I was once so desperate to get the attention of a young man who dumped me that I created a poetry magazine just to publish my sad little Valentine’s Day poem.
Many Valentine’s Days have come and gone and none were as desperate as that one but those pathetic lines proved prophetic:
“Valentine’s Eve, no knights of desire…Caught up like a kite in the wind with too many trees in my path.”
Ok, folks, I was only 16.
Over the years I spent many more of those Valentine’s Days and Nights alone than with someone special.

But things changed early in my coupledom with my husband as we sometimes went out to overpriced dinners and I received the $50-a- dozen-soon-to-be- wilting red roses. A night out – dinner, a sitter – could set us back a lot. I realized how lucky I was to be part of a couple and how much time I had wasted being sad when I was solo.
Yes, it’s the thought that counts and here’s my thought.

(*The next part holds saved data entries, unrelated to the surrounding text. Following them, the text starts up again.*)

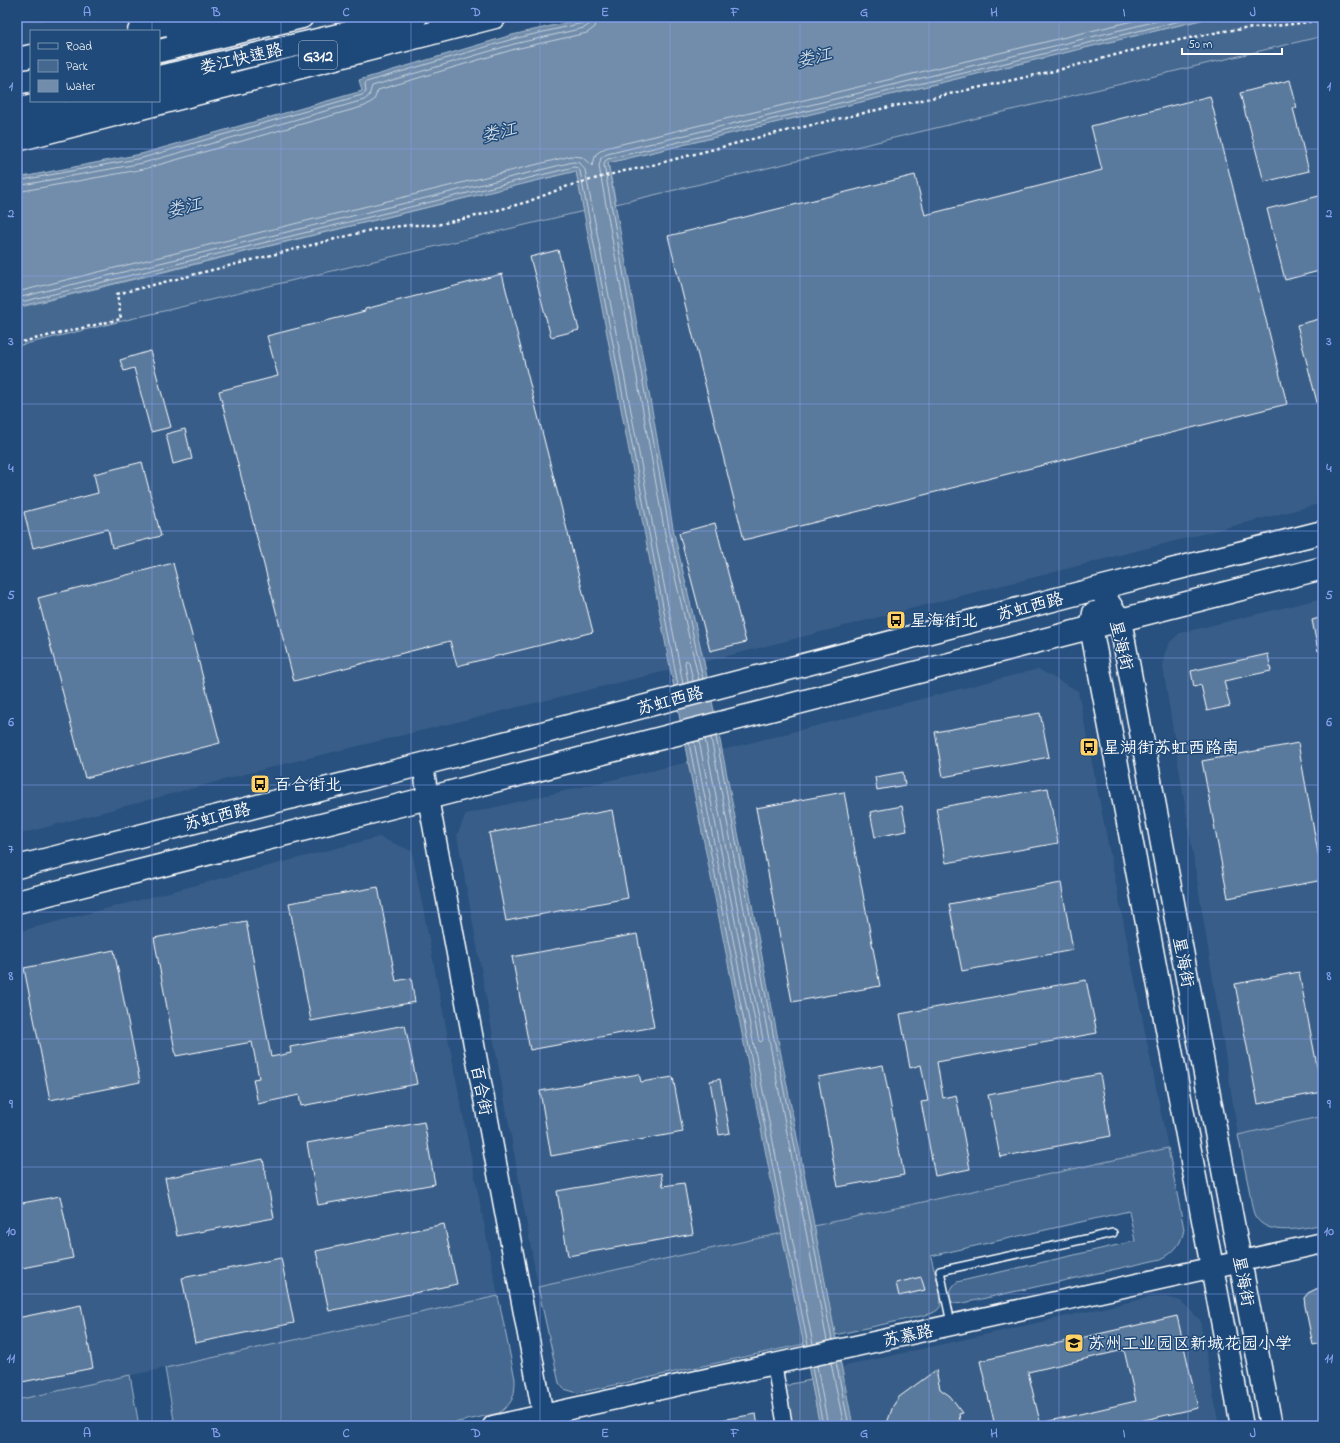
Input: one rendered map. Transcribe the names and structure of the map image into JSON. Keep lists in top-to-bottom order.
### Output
{
  "streets": {
    "main road": [
      "G312",
      "娄江快速路",
      "苏虹西路",
      "星海街",
      "百合街",
      "苏慕路"
    ]
  },
  "crossings": [
    ["苏虹西路", "星海街"],
    ["苏虹西路", "百合街"],
    ["星海街", "苏慕路"],
    ["百合街", "苏慕路"]
  ],
  "water": ["娄江"],
  "places": {
    "bus stop": ["星海街北", "星湖街苏虹西路南", "百合街北"],
    "school or university": ["苏州工业园区新城花园小学"]
  },
  "legend": ["Road", "Park", "Water"],
  "scale_bar": "50 m",
  "grid": {
    "columns": [
      "A",
      "B",
      "C",
      "D",
      "E",
      "F",
      "G",
      "H",
      "I",
      "J"
    ],
    "rows": [
      "1",
      "2",
      "3",
      "4",
      "5",
      "6",
      "7",
      "8",
      "9",
      "10",
      "11"
    ]
  }
}
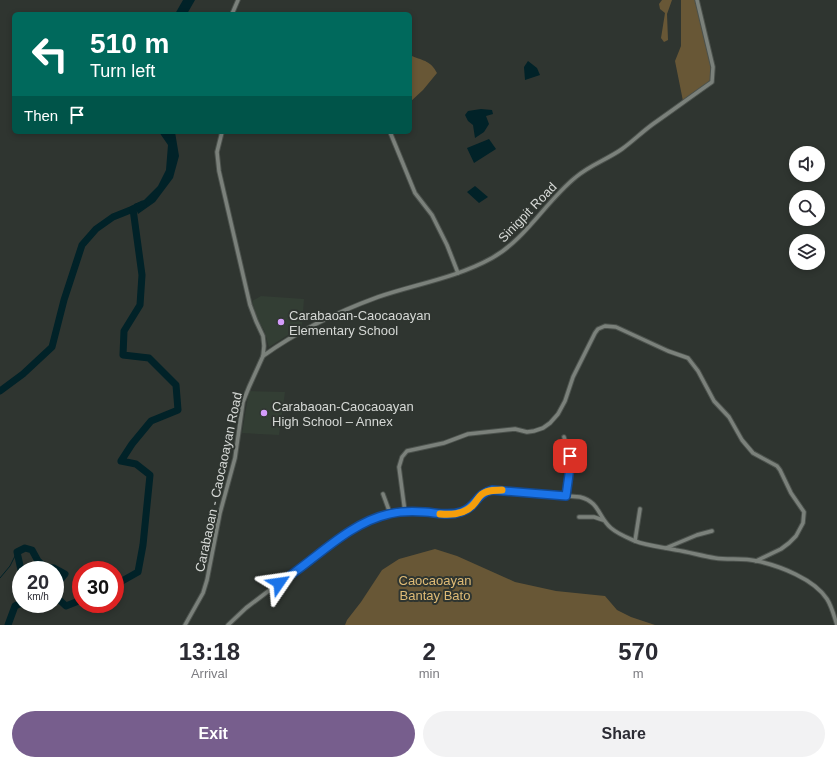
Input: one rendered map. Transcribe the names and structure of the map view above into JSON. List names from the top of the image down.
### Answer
{
  "streets": {
    "street": ["Sinigpit Road", "Carabaoan - Caocaoayan Road"]
  },
  "crossings": [
    ["Sinigpit Road", "Carabaoan - Caocaoayan Road"]
  ],
  "parks": ["Caocaoayan Bantay Bato"],
  "places": ["Carabaoan-Caocaoayan Elementary School", "Carabaoan-Caocaoayan High School – Annex"],
  "page": {
    "turn": ["510 m", "Turn left"],
    "then": "Then",
    "speed": "20 km/h",
    "limit": "30",
    "eta": [
      "13:18",
      "Arrival",
      "2",
      "min",
      "570",
      "m"
    ],
    "buttons": ["Exit", "Share"]
  }
}
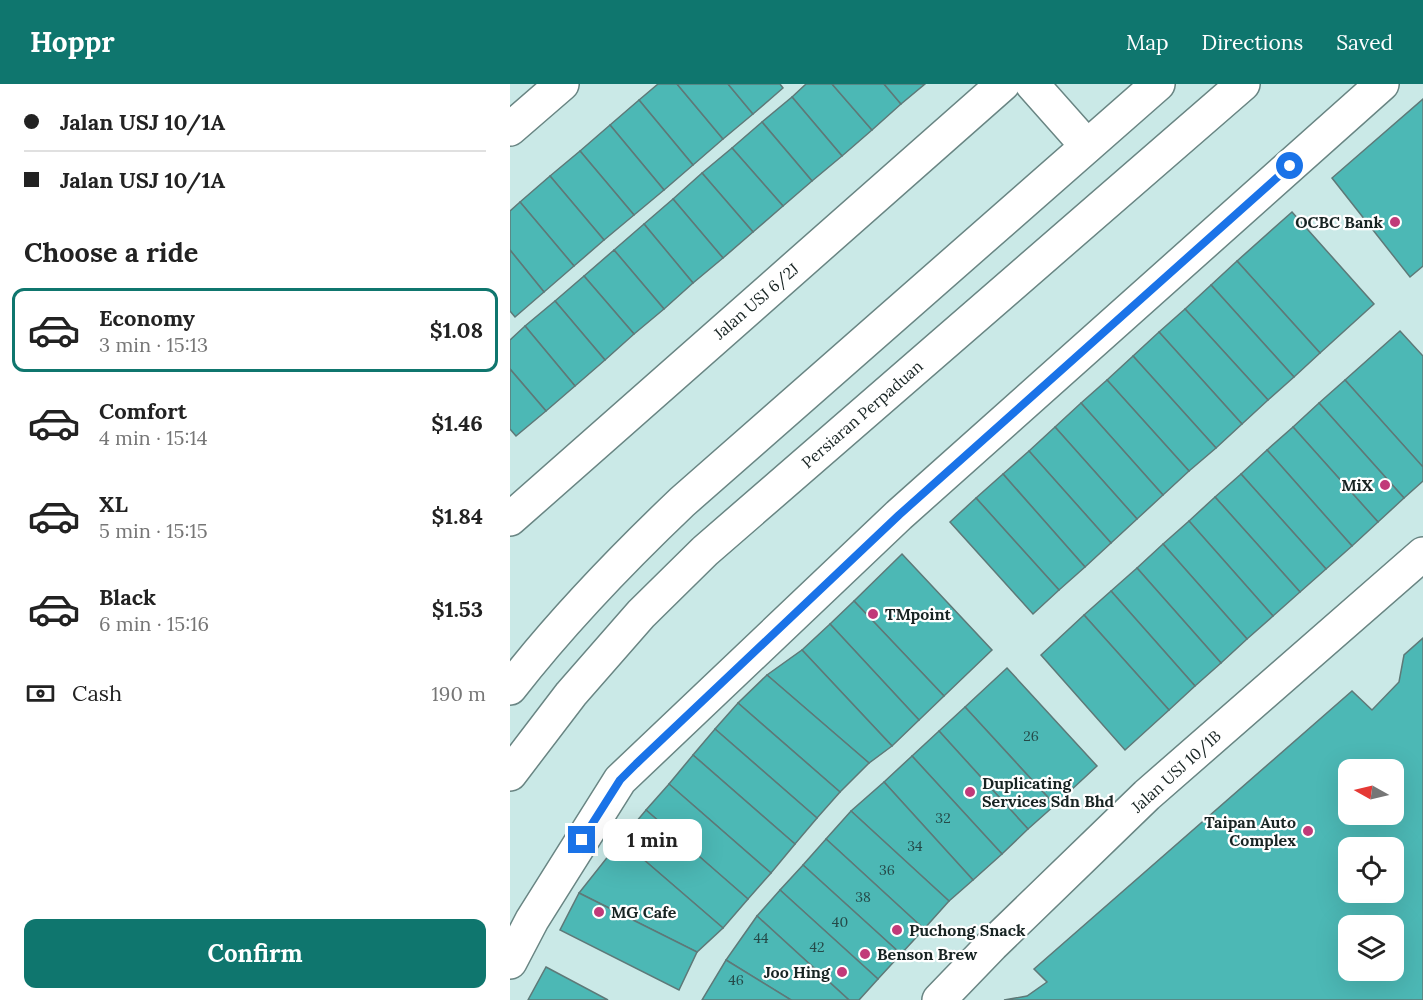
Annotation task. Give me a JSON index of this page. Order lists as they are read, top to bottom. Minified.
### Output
{"streets":{"street":["Jalan USJ 6/2J","Persiaran Perpaduan","Jalan USJ 10/1B"]},"places":["OCBC Bank","MiX","TMpoint","Duplicating Services Sdn Bhd","Taipan Auto Complex","MG Cafe","Puchong Snack","Benson Brew","Joo Hing"],"house_numbers":["26","32","34","36","38","40","44","42","46"],"north":"left","page":{"header":"Hoppr","nav":["Map","Directions","Saved"],"banner":["Jalan USJ 10/1A","Jalan USJ 10/1A"],"heading":"Choose a ride","list":[{"name":"Economy","note":"3 min · 15:13","value":"$1.08"},{"name":"Comfort","note":"4 min · 15:14","value":"$1.46"},{"name":"XL","note":"5 min · 15:15","value":"$1.84"},{"name":"Black","note":"6 min · 15:16","value":"$1.53"}],"pay":["Cash","190 m"],"bubble":"1 min","buttons":"Confirm"}}
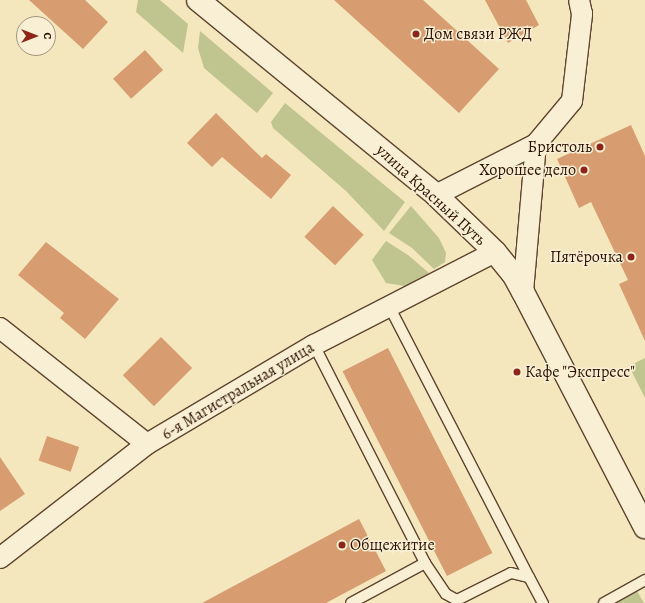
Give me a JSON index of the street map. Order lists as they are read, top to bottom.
{
  "streets": {
    "main road": ["улица Красный Путь"],
    "street": ["6-я Магистральная улица"]
  },
  "crossings": [
    ["улица Красный Путь", "6-я Магистральная улица"]
  ],
  "places": [
    "Дом связи РЖД",
    "Бристоль",
    "Хорошее дело",
    "Пятёрочка",
    "Кафе \"Экспресс\"",
    "Общежитие"
  ],
  "north": "right"
}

My Nordic prince, wherever you are: You were not worth poetry, not even my bad poetry. After I exposed myself and heard people laughing behind my back, I waited for any response. Even if I couldn’t win you back, I hoped to see some twinkle of recognition as you passed by and looked down from your lofty heights. Yet, I never knew what you thought. Only years later did someone tell me her story. Then I realized you were probably just making your way through the yearbook. I was only in the Fs. You had to hurry. It was midway through junior year and it was a long way to Z.